### Dataset
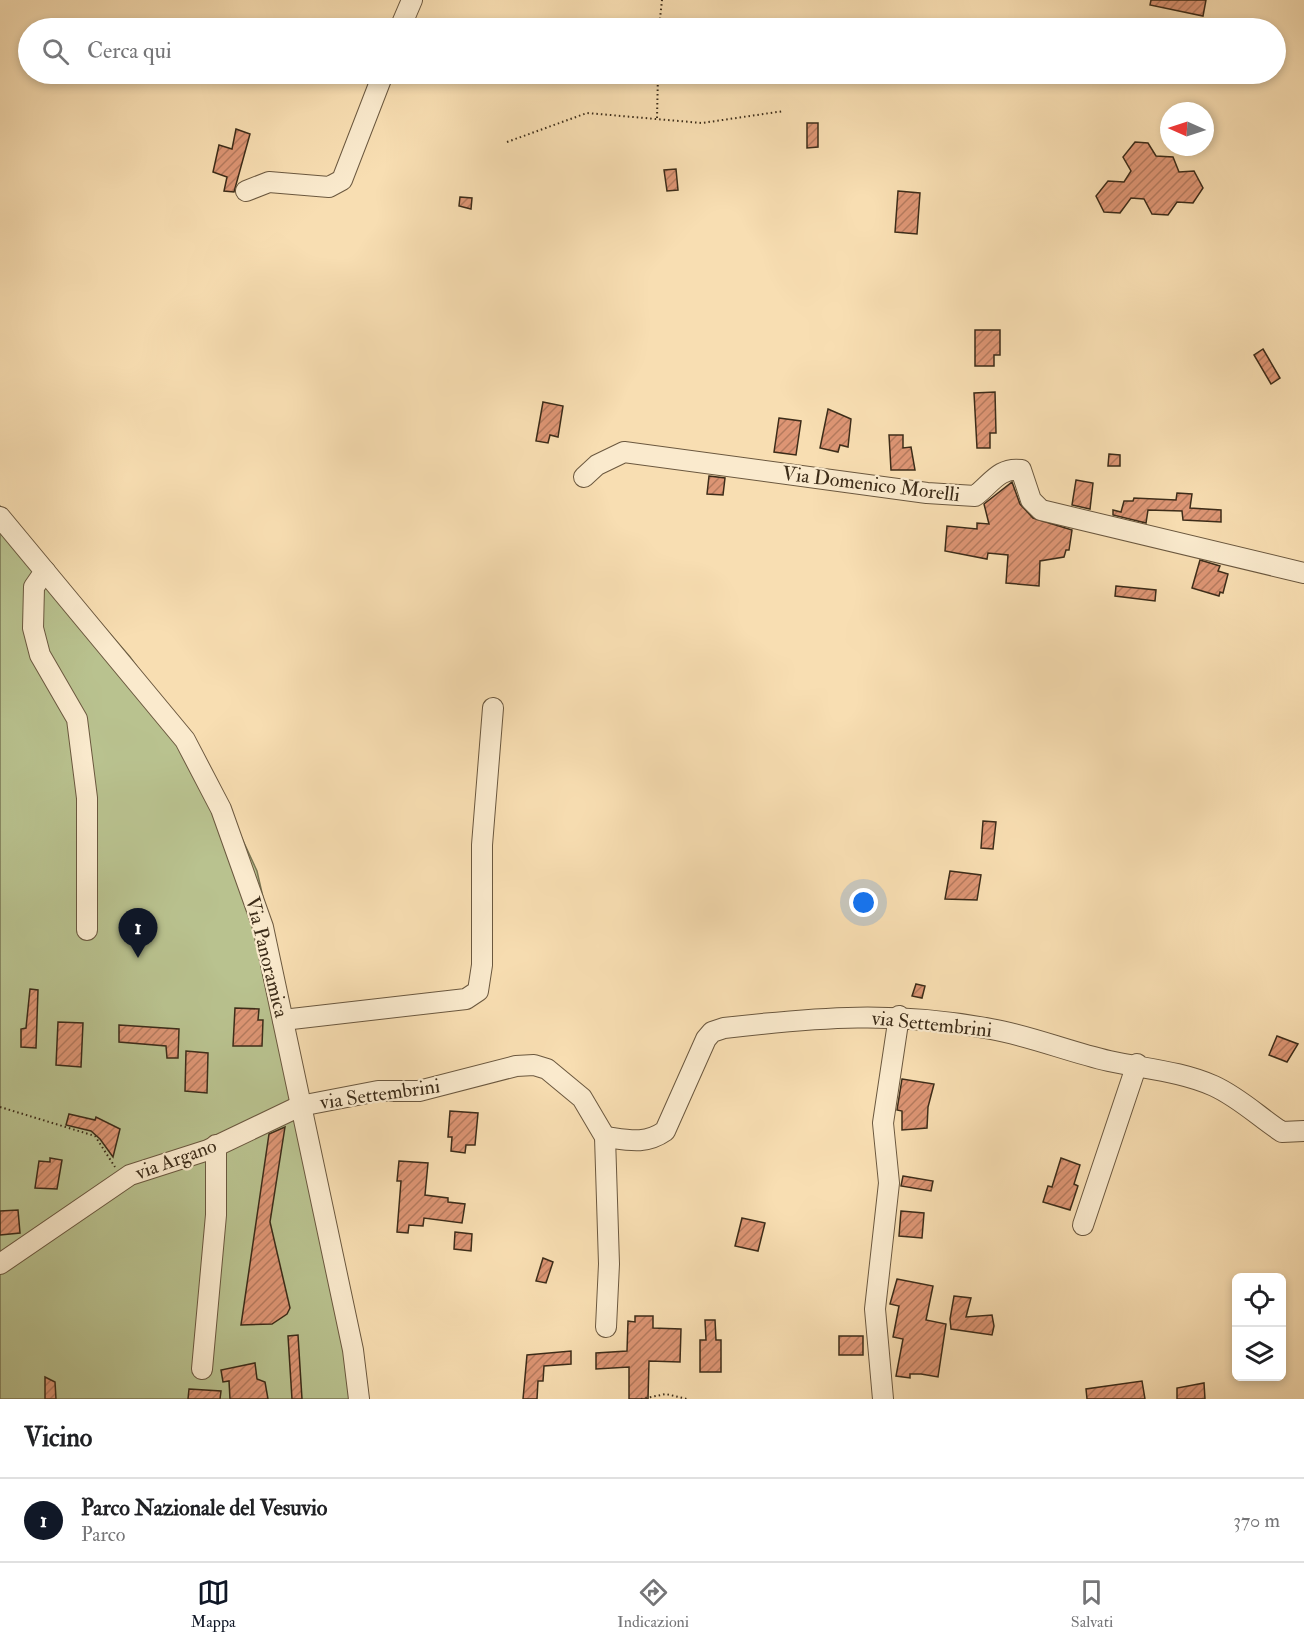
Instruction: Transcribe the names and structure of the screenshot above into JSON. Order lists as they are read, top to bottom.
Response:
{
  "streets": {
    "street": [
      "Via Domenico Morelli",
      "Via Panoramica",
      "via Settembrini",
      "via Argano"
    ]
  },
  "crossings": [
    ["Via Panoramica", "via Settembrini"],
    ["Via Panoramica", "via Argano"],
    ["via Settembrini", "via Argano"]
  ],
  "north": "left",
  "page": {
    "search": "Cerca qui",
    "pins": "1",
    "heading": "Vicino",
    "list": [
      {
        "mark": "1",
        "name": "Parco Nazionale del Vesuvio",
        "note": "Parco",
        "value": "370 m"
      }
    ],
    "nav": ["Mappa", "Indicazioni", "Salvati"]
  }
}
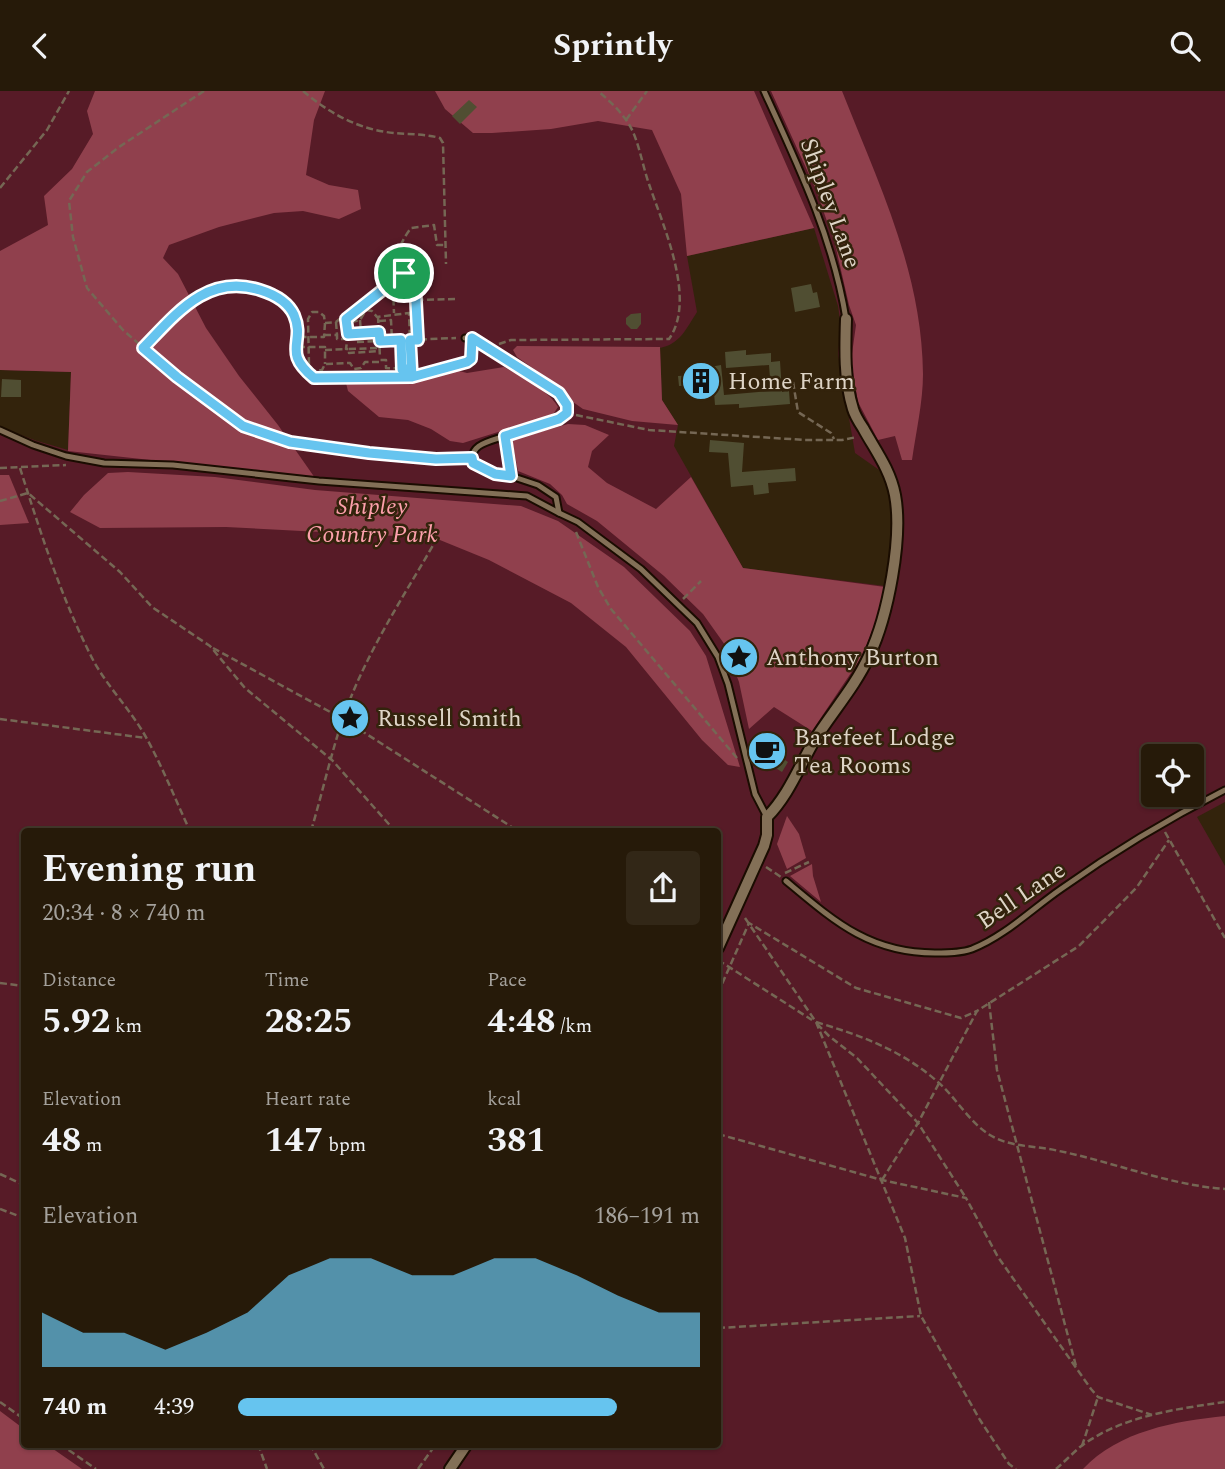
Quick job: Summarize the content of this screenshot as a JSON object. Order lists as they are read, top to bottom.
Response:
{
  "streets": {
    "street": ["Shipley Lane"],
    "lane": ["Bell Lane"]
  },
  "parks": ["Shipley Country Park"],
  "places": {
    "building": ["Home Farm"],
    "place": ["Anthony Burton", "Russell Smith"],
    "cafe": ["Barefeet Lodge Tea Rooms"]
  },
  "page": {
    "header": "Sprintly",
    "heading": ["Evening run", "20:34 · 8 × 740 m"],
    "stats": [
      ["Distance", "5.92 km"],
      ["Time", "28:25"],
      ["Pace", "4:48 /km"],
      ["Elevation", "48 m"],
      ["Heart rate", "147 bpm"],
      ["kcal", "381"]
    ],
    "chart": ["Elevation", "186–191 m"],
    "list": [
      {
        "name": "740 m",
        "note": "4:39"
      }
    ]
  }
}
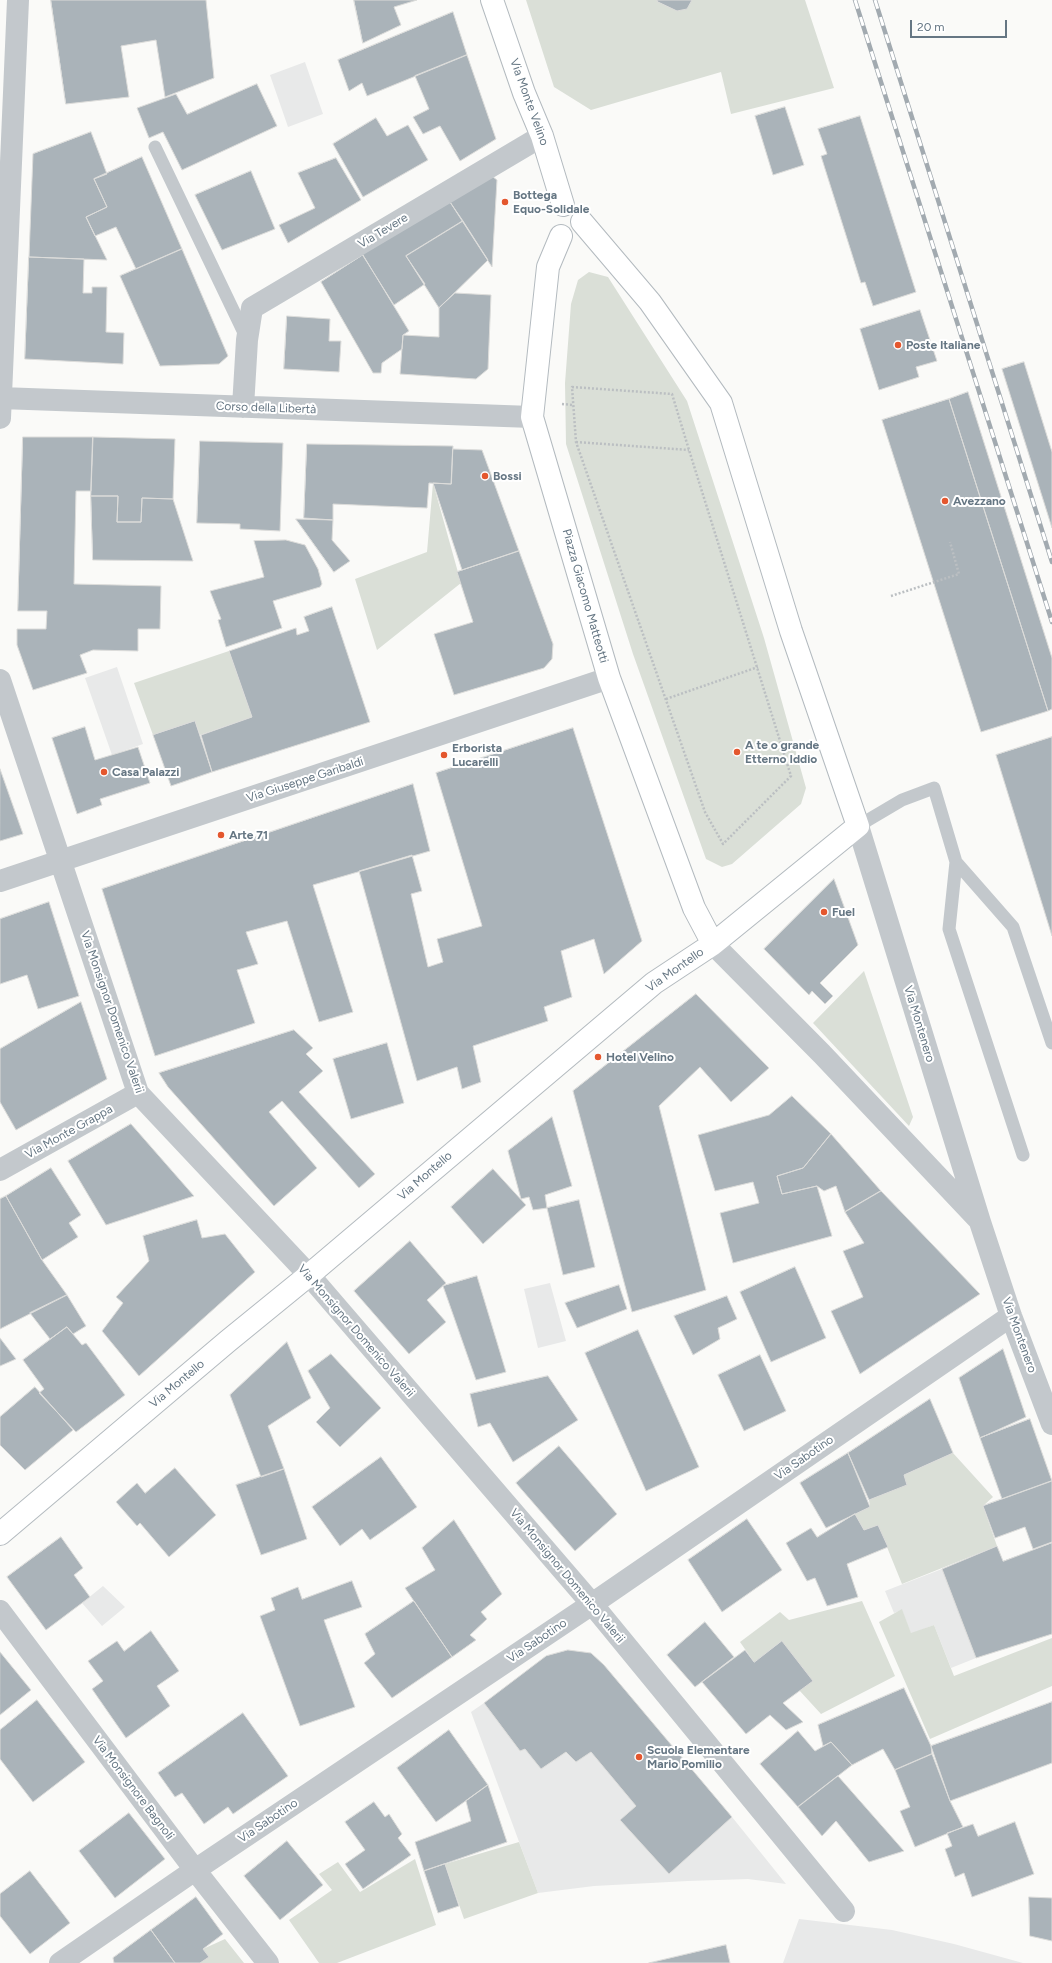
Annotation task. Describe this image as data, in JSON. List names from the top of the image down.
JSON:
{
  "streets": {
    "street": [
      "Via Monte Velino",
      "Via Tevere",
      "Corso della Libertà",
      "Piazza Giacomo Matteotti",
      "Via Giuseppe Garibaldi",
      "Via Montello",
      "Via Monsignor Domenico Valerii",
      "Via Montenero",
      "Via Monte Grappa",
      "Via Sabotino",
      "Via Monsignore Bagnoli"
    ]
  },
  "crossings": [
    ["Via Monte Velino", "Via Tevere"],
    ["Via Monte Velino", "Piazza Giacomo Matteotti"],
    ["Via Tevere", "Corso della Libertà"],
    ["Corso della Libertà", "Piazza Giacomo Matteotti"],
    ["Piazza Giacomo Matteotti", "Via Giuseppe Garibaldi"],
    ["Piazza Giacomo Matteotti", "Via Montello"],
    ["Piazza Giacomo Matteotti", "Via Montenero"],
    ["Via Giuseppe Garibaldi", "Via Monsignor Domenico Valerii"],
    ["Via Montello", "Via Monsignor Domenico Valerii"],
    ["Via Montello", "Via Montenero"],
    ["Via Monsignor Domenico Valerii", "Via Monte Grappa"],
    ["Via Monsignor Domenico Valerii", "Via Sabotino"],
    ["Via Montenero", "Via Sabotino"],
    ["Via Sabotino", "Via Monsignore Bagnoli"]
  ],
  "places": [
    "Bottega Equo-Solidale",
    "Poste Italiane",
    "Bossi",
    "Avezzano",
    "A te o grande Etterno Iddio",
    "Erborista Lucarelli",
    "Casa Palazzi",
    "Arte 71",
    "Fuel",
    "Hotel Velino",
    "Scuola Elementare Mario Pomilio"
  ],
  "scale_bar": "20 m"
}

### Task to complete
Could you please find every line of the listing above holding the string "Montenero" and copy it?

### Answer for the task
      "Via Montenero",
    ["Piazza Giacomo Matteotti", "Via Montenero"],
    ["Via Montello", "Via Montenero"],
    ["Via Montenero", "Via Sabotino"],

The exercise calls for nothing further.